Swarms of cheap “CubeSats” are currently being planned by companies who want to bring wireless internet access to every corner of the globe. But there’s nothing to stop these sprawling “megaconstellations”, which would include thousands of spacecraft, from colliding with other satellites and unleashing hazardous space debris in low Earth orbit.

Hugh Lewis at the University of Southampton in the UK has sounded the alarm about the risk of small satellite collision cascades before. That was in 2014, when 100 or so CubeSats were being launched per year.

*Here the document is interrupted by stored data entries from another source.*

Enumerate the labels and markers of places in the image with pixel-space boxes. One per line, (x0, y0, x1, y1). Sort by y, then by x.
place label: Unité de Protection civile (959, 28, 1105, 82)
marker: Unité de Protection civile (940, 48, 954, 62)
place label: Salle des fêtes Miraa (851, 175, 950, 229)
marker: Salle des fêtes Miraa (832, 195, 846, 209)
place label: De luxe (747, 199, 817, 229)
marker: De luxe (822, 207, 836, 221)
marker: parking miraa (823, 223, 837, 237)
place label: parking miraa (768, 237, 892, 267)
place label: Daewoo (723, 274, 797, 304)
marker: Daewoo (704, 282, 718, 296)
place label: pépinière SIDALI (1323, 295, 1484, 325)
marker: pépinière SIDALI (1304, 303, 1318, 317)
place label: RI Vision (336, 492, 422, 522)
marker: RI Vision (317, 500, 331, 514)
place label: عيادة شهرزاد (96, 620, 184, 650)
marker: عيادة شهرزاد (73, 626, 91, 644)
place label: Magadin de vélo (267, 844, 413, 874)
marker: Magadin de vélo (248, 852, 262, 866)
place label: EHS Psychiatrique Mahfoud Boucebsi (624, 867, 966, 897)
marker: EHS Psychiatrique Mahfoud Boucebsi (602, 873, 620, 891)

Since then, a number of space-flight firms have announced plans to beam internet services around the globe from vast numbers of satellites, which would be known as megaconstellations. There are only 1300 working satellites in orbit now. But OneWeb, which hopes to launch in 2018, will need 648 satellites, Boeing plans a 2900-satellite fleet, and Samsung and SpaceX both plan 4000-strong swarms.

Now, Lewis and his colleagues have used a supercomputer to simulate 200 years of possible orbits for 300 different megaconstellation scenarios. Their results, revealed this week at a European Space Agency conference on space debris in Darmstadt, Germany, suggest a raft of new rules need hammering out to reduce debris risks.

The supercomputer revealed that megaconstellations boost the risks of a catastrophic collision – in which a satellite is completely destroyed – by 50 per cent.